You Left Me Alone on the Beach...
How can we honor the memory and still move on?
"I feel her absence, as though a shadow had stopped dancing on the wall. It is a soft pain, not sharp or shocking, but rather poignant and peaceful." This is a line from a poem I wrote last month, for a dear friend who was taken by cancer. A lady of sunshine colored hair, and laugh lines around her eyes. Not even halfway through her life.
I have experienced much loss for a girl only 26. The last funeral I attended, I sat by a girl who was a few years older than me and she whispered into my ear, "I've never been to a funeral." It was shock that hit me, but mostly envy. If I could erase each casket, each lilly, each pew, each tearful embrace and lack of comforting words to offer, each handkerchief, each handful of soft earth tossed onto the solid wood where a person who once loved me now lay, I would. I would, I would. Those places are never filled, we simply make new places for new people. More people to love, more people to lose.

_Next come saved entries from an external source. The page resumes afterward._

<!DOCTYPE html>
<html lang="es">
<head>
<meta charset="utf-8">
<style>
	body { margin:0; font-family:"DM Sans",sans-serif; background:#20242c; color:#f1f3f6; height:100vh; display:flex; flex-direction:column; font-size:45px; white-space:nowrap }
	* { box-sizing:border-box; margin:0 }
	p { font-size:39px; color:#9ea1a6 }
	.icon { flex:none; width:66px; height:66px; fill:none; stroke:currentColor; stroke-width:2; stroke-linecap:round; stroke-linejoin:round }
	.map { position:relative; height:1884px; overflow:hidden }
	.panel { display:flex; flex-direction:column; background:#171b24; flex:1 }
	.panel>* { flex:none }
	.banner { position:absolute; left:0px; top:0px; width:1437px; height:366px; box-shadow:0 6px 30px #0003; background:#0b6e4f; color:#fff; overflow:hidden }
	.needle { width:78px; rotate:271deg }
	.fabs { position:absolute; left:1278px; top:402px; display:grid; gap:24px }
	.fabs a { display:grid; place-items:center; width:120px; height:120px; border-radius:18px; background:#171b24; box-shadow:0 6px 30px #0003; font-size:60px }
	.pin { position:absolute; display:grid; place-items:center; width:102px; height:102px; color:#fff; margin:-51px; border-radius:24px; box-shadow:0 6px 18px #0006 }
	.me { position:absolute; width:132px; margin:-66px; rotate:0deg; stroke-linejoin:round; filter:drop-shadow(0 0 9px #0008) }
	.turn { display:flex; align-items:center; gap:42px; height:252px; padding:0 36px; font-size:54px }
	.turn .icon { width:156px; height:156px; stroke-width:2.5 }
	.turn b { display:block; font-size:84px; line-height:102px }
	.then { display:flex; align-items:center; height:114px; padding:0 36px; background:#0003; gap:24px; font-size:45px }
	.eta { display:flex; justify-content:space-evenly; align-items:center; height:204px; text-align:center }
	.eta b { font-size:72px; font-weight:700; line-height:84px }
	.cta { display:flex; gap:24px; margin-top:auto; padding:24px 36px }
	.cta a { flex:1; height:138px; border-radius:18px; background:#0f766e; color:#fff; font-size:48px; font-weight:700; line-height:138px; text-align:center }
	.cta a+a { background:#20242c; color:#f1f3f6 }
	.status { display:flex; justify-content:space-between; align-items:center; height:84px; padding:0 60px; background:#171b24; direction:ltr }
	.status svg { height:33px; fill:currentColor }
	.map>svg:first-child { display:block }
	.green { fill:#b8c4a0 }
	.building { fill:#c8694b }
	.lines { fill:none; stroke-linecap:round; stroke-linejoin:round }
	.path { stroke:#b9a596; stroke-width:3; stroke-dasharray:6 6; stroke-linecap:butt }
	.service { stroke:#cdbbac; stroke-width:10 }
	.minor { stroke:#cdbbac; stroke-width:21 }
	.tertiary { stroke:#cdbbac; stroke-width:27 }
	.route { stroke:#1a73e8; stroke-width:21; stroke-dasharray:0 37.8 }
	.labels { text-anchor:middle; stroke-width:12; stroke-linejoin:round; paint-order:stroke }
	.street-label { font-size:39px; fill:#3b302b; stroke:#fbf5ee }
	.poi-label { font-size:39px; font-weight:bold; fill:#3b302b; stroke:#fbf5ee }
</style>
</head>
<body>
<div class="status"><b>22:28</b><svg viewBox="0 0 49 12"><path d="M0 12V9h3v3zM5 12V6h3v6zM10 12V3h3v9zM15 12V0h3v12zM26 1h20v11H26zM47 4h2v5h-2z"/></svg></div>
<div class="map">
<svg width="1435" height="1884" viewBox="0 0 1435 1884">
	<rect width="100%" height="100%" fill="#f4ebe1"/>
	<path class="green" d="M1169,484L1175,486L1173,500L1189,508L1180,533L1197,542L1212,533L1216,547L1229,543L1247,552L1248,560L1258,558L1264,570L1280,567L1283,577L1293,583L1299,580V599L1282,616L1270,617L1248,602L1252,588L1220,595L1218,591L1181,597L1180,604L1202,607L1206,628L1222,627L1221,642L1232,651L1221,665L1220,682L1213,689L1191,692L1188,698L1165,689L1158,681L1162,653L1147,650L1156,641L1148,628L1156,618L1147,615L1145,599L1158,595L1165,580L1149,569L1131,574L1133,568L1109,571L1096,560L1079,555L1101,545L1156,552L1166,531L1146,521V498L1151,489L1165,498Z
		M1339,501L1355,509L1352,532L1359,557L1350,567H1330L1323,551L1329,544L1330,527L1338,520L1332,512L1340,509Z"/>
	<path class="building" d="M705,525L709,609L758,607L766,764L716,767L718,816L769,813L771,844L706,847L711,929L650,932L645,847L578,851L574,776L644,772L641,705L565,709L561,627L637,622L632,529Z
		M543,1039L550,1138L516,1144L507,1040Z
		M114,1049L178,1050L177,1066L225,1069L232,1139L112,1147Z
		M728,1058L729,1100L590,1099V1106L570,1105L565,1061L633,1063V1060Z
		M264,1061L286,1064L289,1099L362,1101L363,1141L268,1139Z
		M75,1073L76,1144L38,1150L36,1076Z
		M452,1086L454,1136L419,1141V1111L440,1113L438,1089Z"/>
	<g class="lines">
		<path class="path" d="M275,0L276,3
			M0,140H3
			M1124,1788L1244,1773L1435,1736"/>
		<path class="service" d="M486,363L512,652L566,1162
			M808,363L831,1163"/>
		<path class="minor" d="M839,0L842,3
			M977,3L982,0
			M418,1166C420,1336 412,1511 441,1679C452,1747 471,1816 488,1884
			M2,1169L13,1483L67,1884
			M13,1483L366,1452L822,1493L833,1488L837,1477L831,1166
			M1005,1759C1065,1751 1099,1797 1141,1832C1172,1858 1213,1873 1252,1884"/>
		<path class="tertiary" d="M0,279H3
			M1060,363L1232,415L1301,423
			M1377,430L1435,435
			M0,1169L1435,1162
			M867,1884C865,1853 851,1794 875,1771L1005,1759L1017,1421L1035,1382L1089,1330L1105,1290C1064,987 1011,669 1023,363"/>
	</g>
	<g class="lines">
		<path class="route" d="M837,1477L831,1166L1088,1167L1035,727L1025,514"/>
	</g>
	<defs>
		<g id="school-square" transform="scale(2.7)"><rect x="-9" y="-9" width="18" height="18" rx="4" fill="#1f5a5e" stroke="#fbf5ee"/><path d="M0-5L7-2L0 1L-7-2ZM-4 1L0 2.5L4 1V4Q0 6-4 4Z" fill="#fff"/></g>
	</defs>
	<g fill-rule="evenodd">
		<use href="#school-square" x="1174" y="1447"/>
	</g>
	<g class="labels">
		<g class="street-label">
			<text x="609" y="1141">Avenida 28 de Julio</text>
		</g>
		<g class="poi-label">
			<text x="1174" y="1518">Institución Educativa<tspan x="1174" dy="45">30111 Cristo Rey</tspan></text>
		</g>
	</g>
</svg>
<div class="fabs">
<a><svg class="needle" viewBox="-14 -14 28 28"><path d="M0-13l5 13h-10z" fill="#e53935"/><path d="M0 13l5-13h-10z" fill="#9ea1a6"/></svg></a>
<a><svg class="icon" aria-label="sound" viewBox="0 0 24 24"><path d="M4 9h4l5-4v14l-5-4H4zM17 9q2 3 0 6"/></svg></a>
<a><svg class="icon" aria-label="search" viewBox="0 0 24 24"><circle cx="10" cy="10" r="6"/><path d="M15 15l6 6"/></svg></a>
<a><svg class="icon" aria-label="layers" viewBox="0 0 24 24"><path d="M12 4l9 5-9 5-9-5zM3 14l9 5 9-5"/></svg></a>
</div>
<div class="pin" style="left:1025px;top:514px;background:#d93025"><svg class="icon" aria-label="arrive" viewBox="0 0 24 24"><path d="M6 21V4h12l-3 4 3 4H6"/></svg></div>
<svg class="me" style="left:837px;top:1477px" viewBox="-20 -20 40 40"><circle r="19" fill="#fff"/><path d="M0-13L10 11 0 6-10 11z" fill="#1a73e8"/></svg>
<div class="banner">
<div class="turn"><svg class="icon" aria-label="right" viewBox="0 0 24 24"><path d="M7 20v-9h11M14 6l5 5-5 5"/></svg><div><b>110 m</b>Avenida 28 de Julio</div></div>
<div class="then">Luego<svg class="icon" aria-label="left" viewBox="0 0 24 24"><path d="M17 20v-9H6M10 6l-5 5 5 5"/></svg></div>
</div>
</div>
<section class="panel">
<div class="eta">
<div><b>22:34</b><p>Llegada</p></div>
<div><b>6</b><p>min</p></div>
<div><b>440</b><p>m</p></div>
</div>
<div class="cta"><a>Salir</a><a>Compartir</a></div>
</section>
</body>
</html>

Why so often the best leave us to struggle through on our own, is an irony to me. Those that hold us together, suddenly gone. Their strength no longer there for us to fall back onto, and we fumble to stand and walk alone. Their whispers in our ears, encouraging yet remote. We can only hope to live with the strength and honor that our lost friends would expect of us. By doing this, we allow them to emerge all around us, because they too were a part of our soul. And though sometimes the sun shines painfully bright over that spot our loved ones used to fill, never stop loving, even though love leads to hurt, it also leads everywhere else. Never stop loving.